Problem details.
Please copy the data exactly as it stands, minus the images.

Dataset.

"""

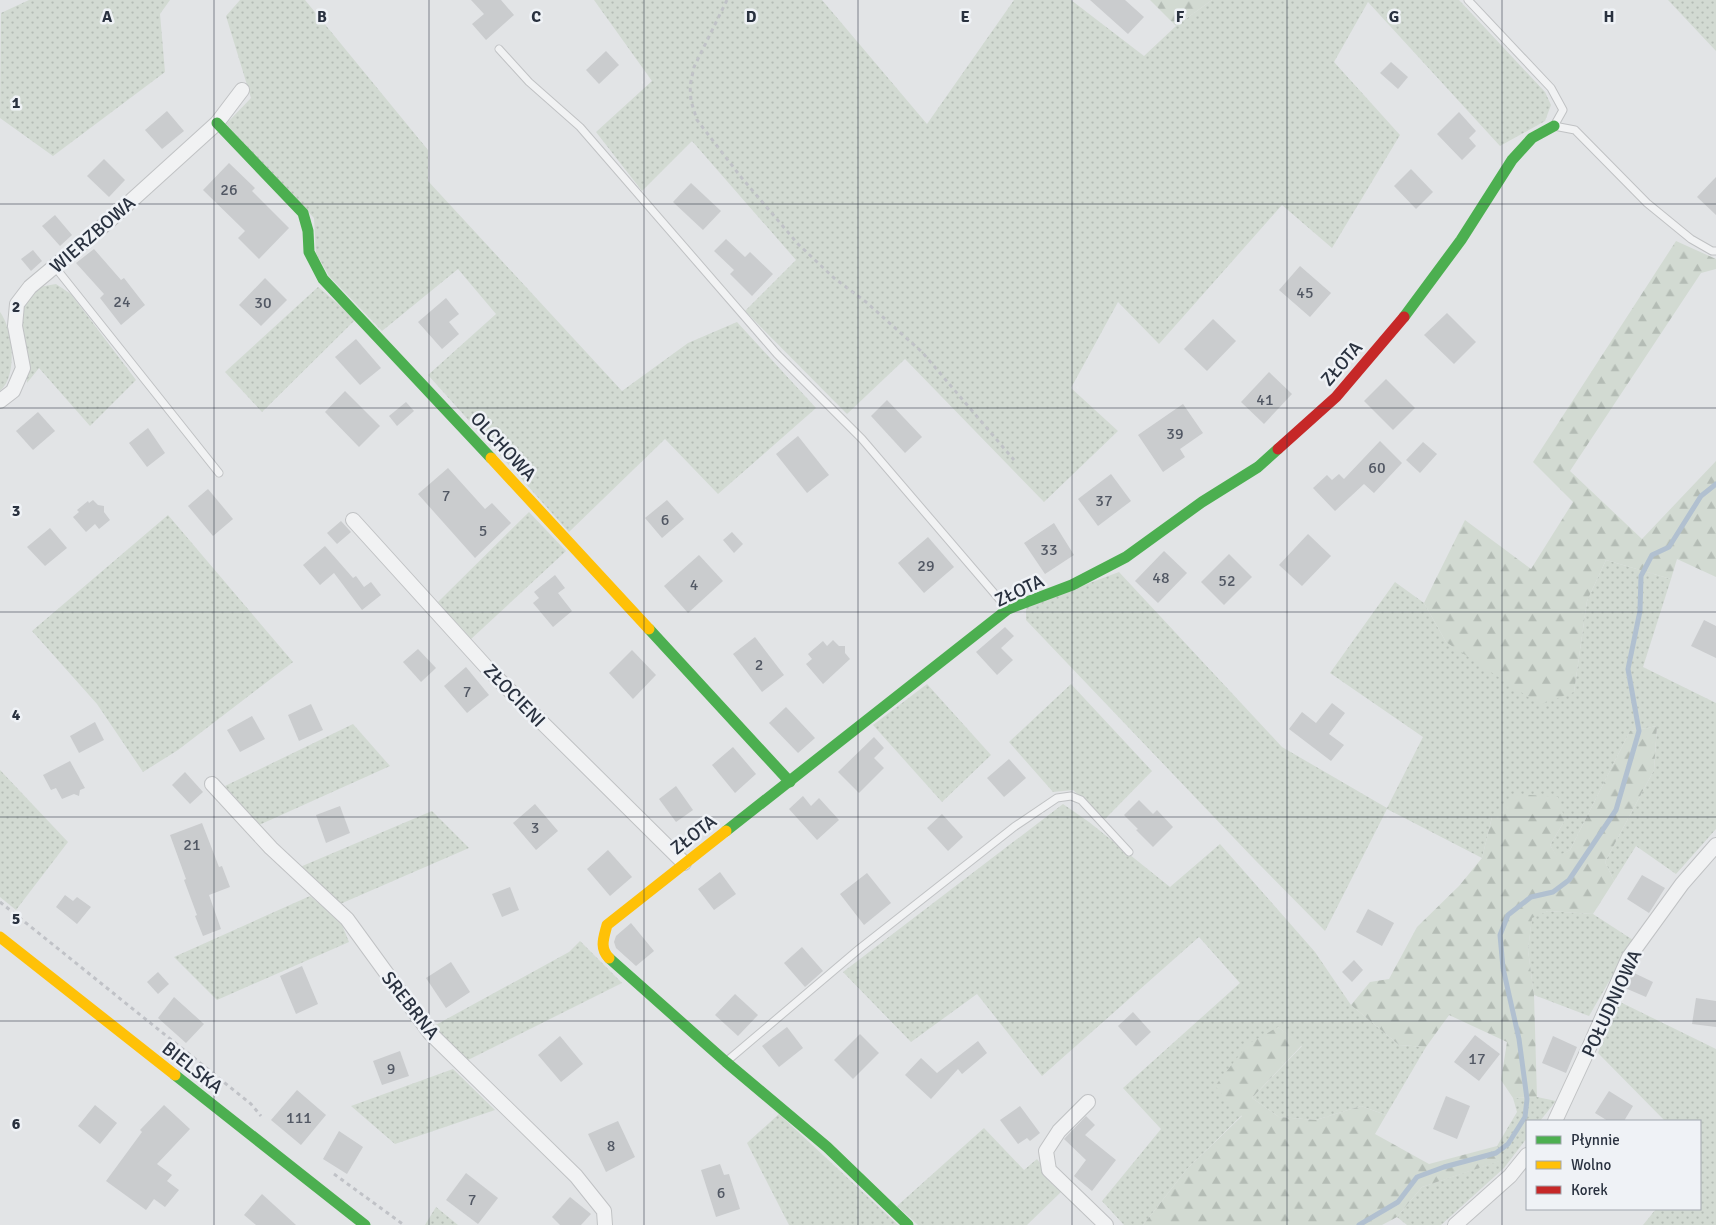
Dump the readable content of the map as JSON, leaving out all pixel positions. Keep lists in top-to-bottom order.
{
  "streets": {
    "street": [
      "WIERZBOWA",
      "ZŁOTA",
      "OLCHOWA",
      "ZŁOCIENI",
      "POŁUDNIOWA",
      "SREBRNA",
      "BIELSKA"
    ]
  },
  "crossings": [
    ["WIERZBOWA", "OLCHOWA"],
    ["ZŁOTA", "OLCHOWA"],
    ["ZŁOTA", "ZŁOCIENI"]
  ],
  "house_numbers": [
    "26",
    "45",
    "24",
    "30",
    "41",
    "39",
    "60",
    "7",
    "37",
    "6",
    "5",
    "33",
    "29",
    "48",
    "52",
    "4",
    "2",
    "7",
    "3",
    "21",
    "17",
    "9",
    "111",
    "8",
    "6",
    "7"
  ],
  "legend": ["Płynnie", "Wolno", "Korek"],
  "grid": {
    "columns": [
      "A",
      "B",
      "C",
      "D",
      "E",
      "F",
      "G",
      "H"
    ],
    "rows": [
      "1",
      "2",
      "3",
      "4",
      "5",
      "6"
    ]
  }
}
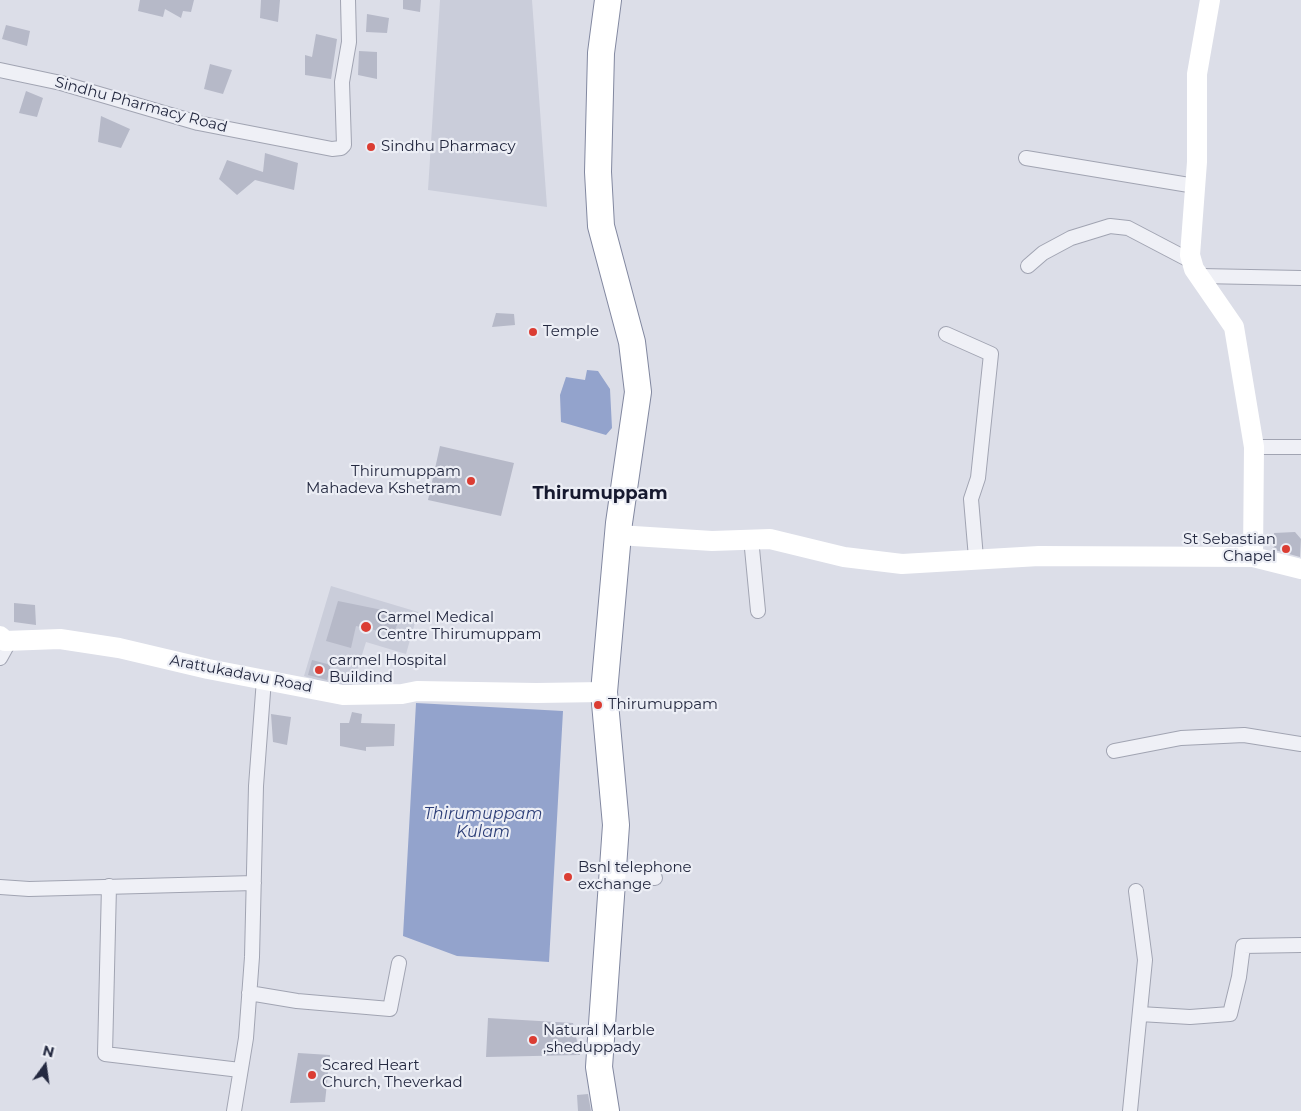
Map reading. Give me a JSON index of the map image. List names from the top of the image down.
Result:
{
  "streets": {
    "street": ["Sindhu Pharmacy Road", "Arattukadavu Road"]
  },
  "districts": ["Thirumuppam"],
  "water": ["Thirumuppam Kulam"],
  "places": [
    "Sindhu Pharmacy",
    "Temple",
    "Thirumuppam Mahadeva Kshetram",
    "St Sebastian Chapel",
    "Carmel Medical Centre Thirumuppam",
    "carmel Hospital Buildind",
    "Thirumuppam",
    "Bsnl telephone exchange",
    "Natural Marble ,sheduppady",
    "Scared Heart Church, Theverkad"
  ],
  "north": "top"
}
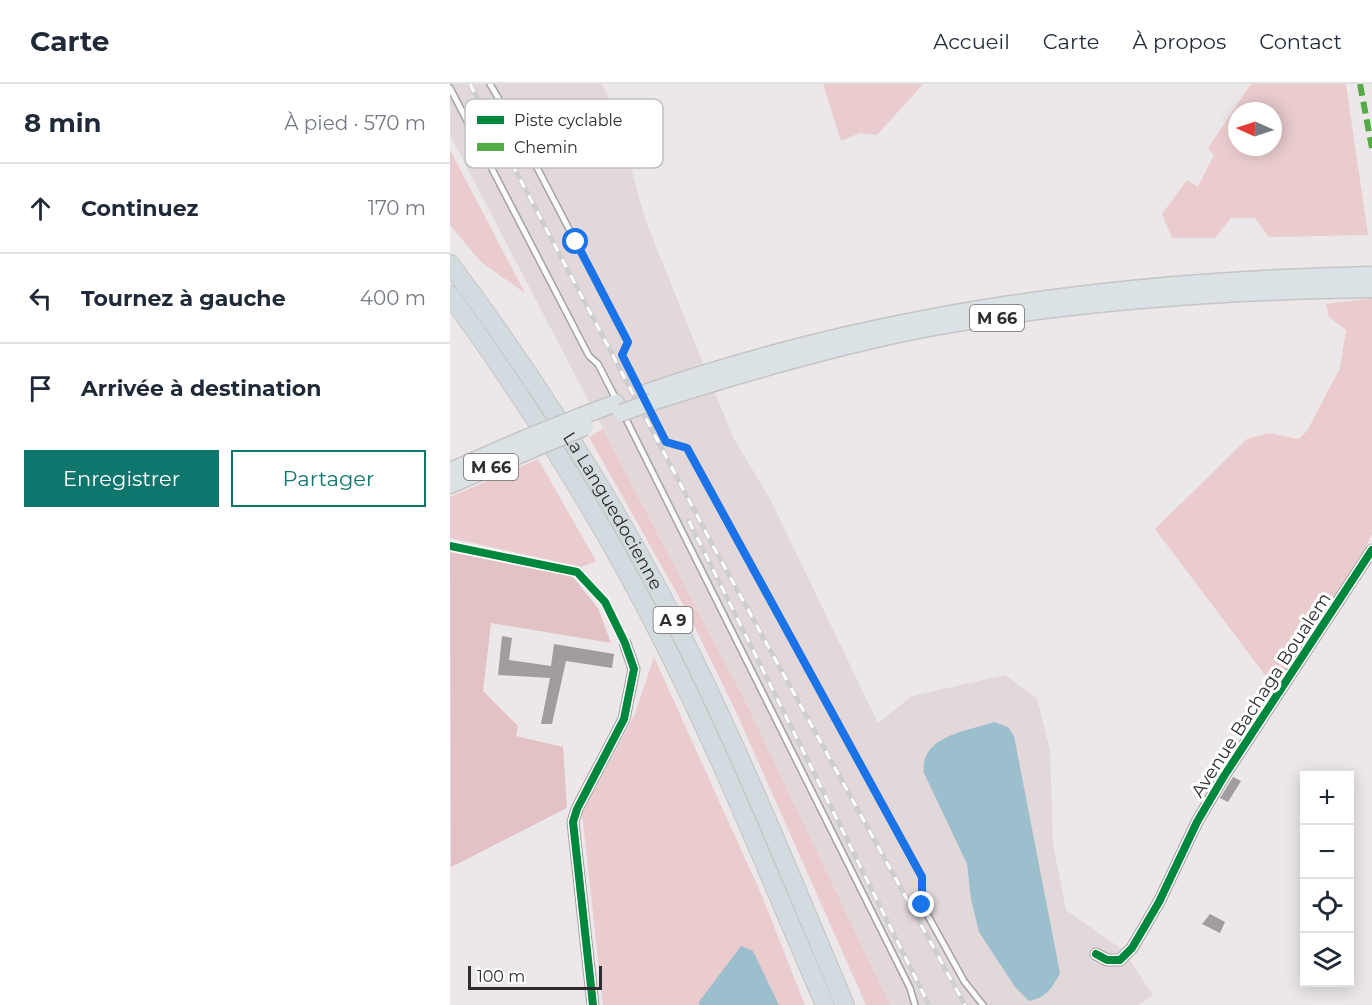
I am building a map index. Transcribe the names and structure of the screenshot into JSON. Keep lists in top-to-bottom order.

"""

Exercise result.
Dump the readable content of the map as JSON, leaving out all pixel positions. Keep lists in top-to-bottom order.
{
  "streets": {
    "street": [
      "WIERZBOWA",
      "ZŁOTA",
      "OLCHOWA",
      "ZŁOCIENI",
      "POŁUDNIOWA",
      "SREBRNA",
      "BIELSKA"
    ]
  },
  "crossings": [
    ["WIERZBOWA", "OLCHOWA"],
    ["ZŁOTA", "OLCHOWA"],
    ["ZŁOTA", "ZŁOCIENI"]
  ],
  "house_numbers": [
    "26",
    "45",
    "24",
    "30",
    "41",
    "39",
    "60",
    "7",
    "37",
    "6",
    "5",
    "33",
    "29",
    "48",
    "52",
    "4",
    "2",
    "7",
    "3",
    "21",
    "17",
    "9",
    "111",
    "8",
    "6",
    "7"
  ],
  "legend": ["Płynnie", "Wolno", "Korek"],
  "grid": {
    "columns": [
      "A",
      "B",
      "C",
      "D",
      "E",
      "F",
      "G",
      "H"
    ],
    "rows": [
      "1",
      "2",
      "3",
      "4",
      "5",
      "6"
    ]
  }
}
Map reading. Give me a JSON index of the map image. List names from the top of the image down.
Result:
{
  "streets": {
    "street": ["Sindhu Pharmacy Road", "Arattukadavu Road"]
  },
  "districts": ["Thirumuppam"],
  "water": ["Thirumuppam Kulam"],
  "places": [
    "Sindhu Pharmacy",
    "Temple",
    "Thirumuppam Mahadeva Kshetram",
    "St Sebastian Chapel",
    "Carmel Medical Centre Thirumuppam",
    "carmel Hospital Buildind",
    "Thirumuppam",
    "Bsnl telephone exchange",
    "Natural Marble ,sheduppady",
    "Scared Heart Church, Theverkad"
  ],
  "north": "top"
}
I am building a map index. Transcribe the names and structure of the screenshot into JSON. Keep lists in top-to-bottom order.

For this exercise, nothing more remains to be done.